Ch. 21: b) Afrikanos.
b) Afrikanos. ****
AFRIKANOS, der sich als den hochberühmten „alten“ Meistern zugehörig, an verschiedenen Stellen der einschlägigen Verzeichnisse aufgeführt findet[808], ist aller Wahrscheinlichkeit nach identisch mit SEXTUS JULIUS AFRICANUS, der bald nach Beginn des 3. Jahrhunderts Bischof von Emmaus war[809], von dort aus wiederholte Missionsreisen u.

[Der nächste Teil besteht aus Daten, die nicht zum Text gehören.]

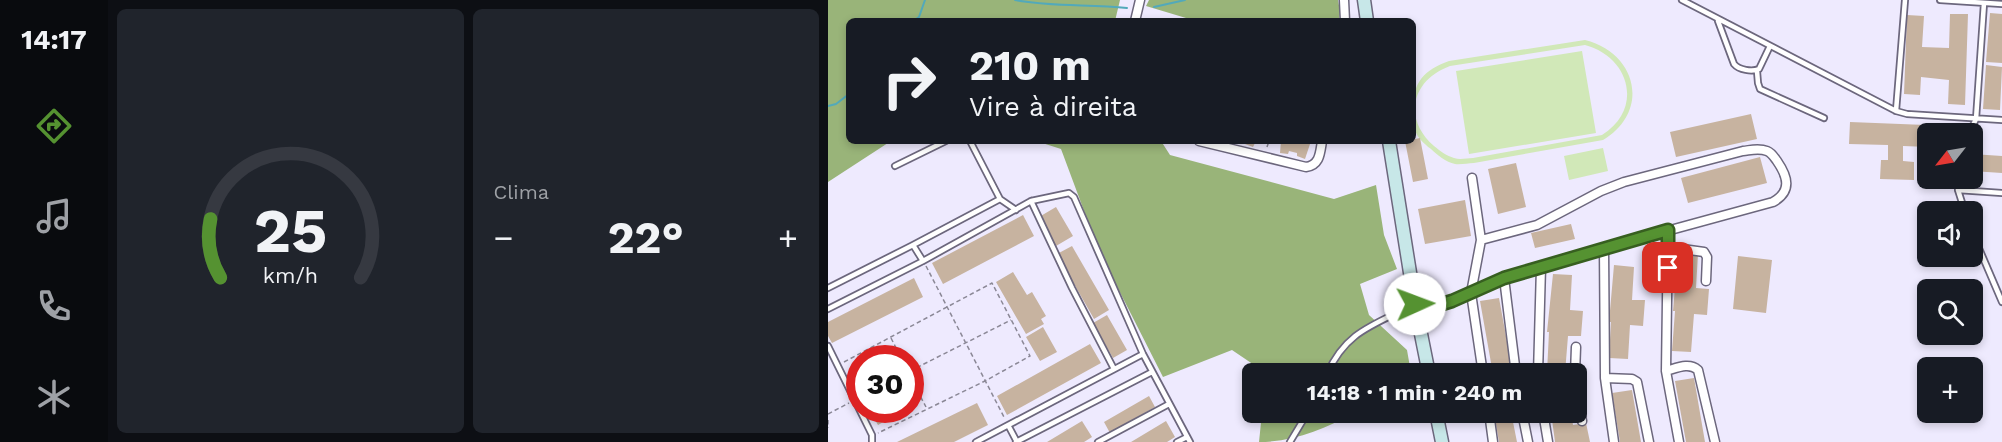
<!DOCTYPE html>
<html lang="pt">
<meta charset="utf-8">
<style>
body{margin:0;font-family:"Work Sans",sans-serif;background:#20242c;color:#f1f3f6;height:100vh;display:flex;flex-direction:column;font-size:22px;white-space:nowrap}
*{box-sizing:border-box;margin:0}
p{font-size:20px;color:#9ea1a6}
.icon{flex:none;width:33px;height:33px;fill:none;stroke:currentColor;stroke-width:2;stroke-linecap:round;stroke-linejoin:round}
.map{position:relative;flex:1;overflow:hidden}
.details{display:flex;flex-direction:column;gap:9px;padding:9px;background:#0d0f14;width:720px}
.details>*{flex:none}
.banner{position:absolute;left:18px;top:18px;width:570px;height:126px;border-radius:9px;box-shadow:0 3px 9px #0003;background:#171b24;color:#f1f3f6;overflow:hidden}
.needle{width:39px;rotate:239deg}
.buttons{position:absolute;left:1089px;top:123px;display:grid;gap:12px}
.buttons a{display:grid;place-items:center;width:66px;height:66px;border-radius:9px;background:#171b24;box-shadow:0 3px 9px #0003;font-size:30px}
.speed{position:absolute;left:18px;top:345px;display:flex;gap:12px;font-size:30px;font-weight:700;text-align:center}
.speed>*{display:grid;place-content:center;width:78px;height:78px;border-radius:50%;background:#171b24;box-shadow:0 3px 9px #0003;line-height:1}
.speed .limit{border:9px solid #d22;background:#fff;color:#111}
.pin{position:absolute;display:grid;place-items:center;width:51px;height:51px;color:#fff;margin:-26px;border-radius:12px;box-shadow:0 3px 9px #0006}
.me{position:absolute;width:66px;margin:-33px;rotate:88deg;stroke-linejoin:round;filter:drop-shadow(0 0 4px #0008)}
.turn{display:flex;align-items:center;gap:21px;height:126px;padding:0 24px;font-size:27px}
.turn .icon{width:78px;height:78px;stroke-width:2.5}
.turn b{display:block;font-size:42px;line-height:51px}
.big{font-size:45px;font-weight:700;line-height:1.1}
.details .tile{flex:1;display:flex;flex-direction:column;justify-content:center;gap:9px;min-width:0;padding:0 21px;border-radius:9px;background:#20242c}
.details .dial{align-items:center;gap:0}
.dial svg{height:156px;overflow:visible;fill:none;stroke:#363941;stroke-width:7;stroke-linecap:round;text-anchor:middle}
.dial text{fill:#f1f3f6;stroke:none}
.heat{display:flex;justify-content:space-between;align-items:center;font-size:33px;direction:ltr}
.details .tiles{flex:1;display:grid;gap:9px;grid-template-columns:repeat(2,1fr)}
.trip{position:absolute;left:414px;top:363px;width:345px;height:60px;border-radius:9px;background:#171b24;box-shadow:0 3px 9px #0003;font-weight:700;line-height:60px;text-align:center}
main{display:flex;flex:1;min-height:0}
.tabs{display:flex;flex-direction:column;width:108px;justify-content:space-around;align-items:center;background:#090b0e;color:#9ea1a6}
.tabs .icon{width:42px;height:42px}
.tabs .current{color:#559231}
.tabs b{font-size:27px;color:#f1f3f6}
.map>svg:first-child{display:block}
.green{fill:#d1e8b8;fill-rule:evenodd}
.forest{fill:#99b479}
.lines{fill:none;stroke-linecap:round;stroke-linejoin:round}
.stream{stroke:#52a9ba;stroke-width:2}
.building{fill:#c7b3a0}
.lane-casing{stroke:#6c677d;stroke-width:8}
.street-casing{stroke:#6c677d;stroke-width:11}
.secondary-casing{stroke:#6c677d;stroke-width:15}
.path{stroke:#8b8896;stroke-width:1.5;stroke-dasharray:4.5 3;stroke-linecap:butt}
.lane{stroke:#fff;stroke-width:4.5}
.street{stroke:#fff;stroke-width:8}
.secondary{stroke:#c7e7e8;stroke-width:12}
.route-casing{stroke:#375f20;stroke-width:15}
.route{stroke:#559231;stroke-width:10}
</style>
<main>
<nav class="tabs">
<b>14:17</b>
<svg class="icon current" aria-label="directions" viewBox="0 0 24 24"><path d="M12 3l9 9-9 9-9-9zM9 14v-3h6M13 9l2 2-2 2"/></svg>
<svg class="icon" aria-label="music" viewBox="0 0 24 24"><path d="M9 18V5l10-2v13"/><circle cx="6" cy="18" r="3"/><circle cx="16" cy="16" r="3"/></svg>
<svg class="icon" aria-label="phone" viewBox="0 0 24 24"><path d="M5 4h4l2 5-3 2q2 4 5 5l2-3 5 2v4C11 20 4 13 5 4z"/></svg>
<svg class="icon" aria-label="climate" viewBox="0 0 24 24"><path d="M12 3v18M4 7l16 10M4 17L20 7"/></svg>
</nav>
<section class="details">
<div class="tiles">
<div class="tile dial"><svg viewBox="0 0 100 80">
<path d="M14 69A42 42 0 1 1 86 69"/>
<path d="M14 69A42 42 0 0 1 9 39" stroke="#559231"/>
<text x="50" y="56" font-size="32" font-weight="700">25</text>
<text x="50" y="72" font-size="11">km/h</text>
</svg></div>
<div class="tile"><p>Clima</p>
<div class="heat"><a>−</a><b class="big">22°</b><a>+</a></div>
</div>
</div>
</section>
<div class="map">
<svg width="1174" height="442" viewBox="0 0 1174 442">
<rect width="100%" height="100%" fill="#eeeafe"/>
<path class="green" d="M757 40C809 53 823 111 775 140L646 163C640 163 632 165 627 164 618 162 609 155 603 149 586 136 585 129 585 109 585 82 596 70 621 61ZM757 45C802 57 816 109 774 135L645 158C639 158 632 160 626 158 619 156 612 151 606 146 574 118 584 80 622 66Z
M754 51 768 133 641 154 628 71Z
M775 148 780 171 741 180 736 156Z"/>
<path class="forest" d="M0 0H292L287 21H21V141H63L0 182Z
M321 0H510L512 11 511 21H368L318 6Z
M208 141H333L342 155 506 199 548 185 556 235 569 269 532 284 541 315 579 350 583 373H438L404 350 335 377 271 251 233 149Z
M434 413H526C496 429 466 442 431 442Z"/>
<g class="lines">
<path class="stream" d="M187 0C224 7 261 4 299 8
M326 7 357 0
M85 21 91 17 97 0
M0 106 8 104 21 94"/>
</g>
<path class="building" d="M1162 13 1174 14V63L1158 62Z
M1122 14H1140L1137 105 1120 104 1121 80 1093 77 1092 95 1076 94 1079 15 1096 16 1094 47 1121 48Z
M1158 65 1174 67 1172 110 1155 109Z
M923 114 929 139 848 157 842 132Z
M1022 122 1123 126 1122 134H1100V147L1075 146V161L1086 162V180L1052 179 1053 160H1060V145L1021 144Z
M592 138 600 179 585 182 577 141Z
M418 141H428L425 147 417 144Z
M453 141H483L477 159 469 156V153L461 151 460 154 452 153Z
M1144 154 1174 156V173L1144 171Z
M932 157 939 183 860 203 853 178Z
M688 163 698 207 670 214 660 169Z
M637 200 643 236 597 244 590 209Z
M228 207 245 236 228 246 211 217Z
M195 215 206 236 115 284 104 263Z
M743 224 747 239 707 248 703 233Z
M244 246 281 310 266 319 229 254Z
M850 252 870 254 868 288 881 289 879 315 866 314 863 352 844 351 847 311H845Z
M910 256 944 260 938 313 905 309Z
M786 265 806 267 804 300H817L815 326 802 325 800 359 781 358 783 322H781Z
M185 272 199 295 204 292 218 316 213 319 216 324 198 334 168 282Z
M725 274 744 275 742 310 755 311 753 336H740L737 373 719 372 721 332H719Z
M86 278 95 297 4 343 0 336V322Z
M671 298 685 374H665L652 301Z
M279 315 299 350 285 358 265 323Z
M215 327 229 352 212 361 198 337Z
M262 344 273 363 179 415 169 396Z
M32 371V392L23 376Z
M866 378 877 442H858L847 381Z
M804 390 813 442H792L784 393Z
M321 396 327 407 282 433 276 422Z
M149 403 160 425 126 442H69Z
M41 410H65L68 415 50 425Z
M666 412H683L689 442H671Z
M723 412H743L745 425 758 423 762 442H727Z
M254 421 264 437 256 442H219Z
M338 421 347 437 339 442H303Z"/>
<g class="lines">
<defs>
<path id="lane" d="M854 0 1068 111 1079 114 1174 120
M1112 0 1174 4
M890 21 906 64C911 70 924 72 931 69L942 46
M929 71 930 83 932 89 996 118
M1068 111 1077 0
M1141 134 1148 119 1156 3
M142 141 172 199 188 210
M67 166 118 141
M1130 178V190L1137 212
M1130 190 1174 193
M203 201 241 193 246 197 315 354 362 442
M1144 232 1174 302
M95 261 85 245 172 199
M0 288 85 245
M0 309 95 261 203 201 244 288 286 369
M0 346 44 435V442
M499 374C518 331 546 325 585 305
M180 425 189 442
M148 442 315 354
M188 442 324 372
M270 442 341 404
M349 442 359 437
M462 442 480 412"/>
<path id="street" d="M516 0 517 21
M307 21 312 0
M371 141 478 167C492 165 492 153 494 141
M644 178 653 240 643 293 655 374
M840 230 838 371 851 442
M840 247 876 252 879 257 878 281
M776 248 777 378 786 442
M676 278 688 374
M587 304 611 305 624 301 676 278 736 259 945 202C964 191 960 177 949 161 946 157 944 153 939 151 931 148 924 150 915 151L796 182 773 191 709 225 653 240
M838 371C849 368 861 362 870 370L887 442
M710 374 713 267
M747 374 748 347
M777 378 804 379 809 382 821 442
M748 391 754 421
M661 412 665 442
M694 412 700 442
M715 412 720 442"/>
<path id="secondary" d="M536 0 539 21
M561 141 587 304 601 374
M608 412 614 442"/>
</defs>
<use href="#lane" class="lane-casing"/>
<use href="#street" class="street-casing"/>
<use href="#secondary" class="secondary-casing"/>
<path class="path" d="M439 147 441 141
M98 266 177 419
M63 338 73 358
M43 349 48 358
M16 362 164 283 202 356 157 381 50 433
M82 371 183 320
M82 377 98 407
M75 410 78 417
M0 414 21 403
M0 420V428"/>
<use href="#lane" class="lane"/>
<use href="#street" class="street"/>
<use href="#secondary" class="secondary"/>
</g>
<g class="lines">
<defs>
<path id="route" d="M587 304 611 305 624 301 676 278 840 230V268"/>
</defs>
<use href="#route" class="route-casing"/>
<use href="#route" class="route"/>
</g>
</svg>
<div class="buttons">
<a><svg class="needle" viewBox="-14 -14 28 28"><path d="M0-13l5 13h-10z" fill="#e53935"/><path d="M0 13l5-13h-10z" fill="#9ea1a6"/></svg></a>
<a><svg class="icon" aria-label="sound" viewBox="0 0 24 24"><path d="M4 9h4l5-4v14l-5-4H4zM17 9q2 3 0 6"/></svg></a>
<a><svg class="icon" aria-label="search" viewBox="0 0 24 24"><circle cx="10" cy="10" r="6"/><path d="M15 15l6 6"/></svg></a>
<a>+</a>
</div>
<div class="speed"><div class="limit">30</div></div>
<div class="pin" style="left:840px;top:268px;background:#d93025"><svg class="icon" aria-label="arrive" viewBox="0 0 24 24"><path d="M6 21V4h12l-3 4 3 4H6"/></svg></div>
<svg class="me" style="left:587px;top:304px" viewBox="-20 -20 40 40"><circle r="19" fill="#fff"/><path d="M0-13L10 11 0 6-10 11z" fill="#559231"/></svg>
<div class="trip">14:18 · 1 min · 240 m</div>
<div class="banner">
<div class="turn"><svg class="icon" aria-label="right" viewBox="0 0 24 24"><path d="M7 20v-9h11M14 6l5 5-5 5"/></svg><div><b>210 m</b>Vire à direita</div></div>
</div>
</div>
</main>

A. Nach Edessa, Alexandria und Rom unternahm[810] und 232 als Bischof von Nikopolis starb; außer einer mit dem Jahre 220/221 abschließenden „Chronographie“[811] verfaßte er hauptsächlich noch ein dem Kaiser SEVERUS ALEXANDER (222–234) gewidmetes, gelehrtes und weitläufiges Sammelwerk „Kestoi“, dessen Titel auf den bei HOMER erwähnten reizverleihenden Gürtel der APHRODITE anspielt. Wir kennen dieses Buch nur in völlig entstellter Form, durchsetzt von zahlreichen, zum Teil um mehr als ein halbes Jahrtausend jüngeren Einschiebseln, zu denen u. A. Auch einige Angaben gehören dürften, gewisse schwefel-, erdöl-, und ätzkalkhaltige Zündsätze betreffend, die sich in Berührung mit Wasser von selbst entflammen, durch Essig aber gelöscht werden können[812]; seinem alten Bestande nach enthält das Werk, wie KOPP versichert, nichts von alchemistischem, ja kaum irgendetwas von chemischem Interesse[813]. AFRIKANOS schrieb aber, neben zahlreichen sonstigen Abhandlungen, deren Gegenstände u. A. Medizin, Physik und Ackerbau waren, auch eine, die von späteren Autoren unter dem Titel δυνάμεις χυμευτικῶν, „Kräfte chemischer Präparate“, angeführt wird[814], und auf diese, deren Text verloren gegangen ist, beziehen sich offenbar die Zitate einiger Schriftsteller[815]; sie betreffen das Färben der Metalle durch allerlei βοτάναι [Botánai = pflanzliche und mineralische Zusätze][816], das Weißen des Kupfers mittels Auripigment und kappadozischem Salz[817], sowie die Sublimation der Arsenigsäure in einem geschlossenen Glasgefäße eigener Konstruktion[818] und sind also, ebenso wie die wenigen flüchtigen Angaben im „Stockholmer Papyrus“, viel zu spärlich, um ein Urteil über den angeblich so hohen Ruf des Autors zu ermöglichen.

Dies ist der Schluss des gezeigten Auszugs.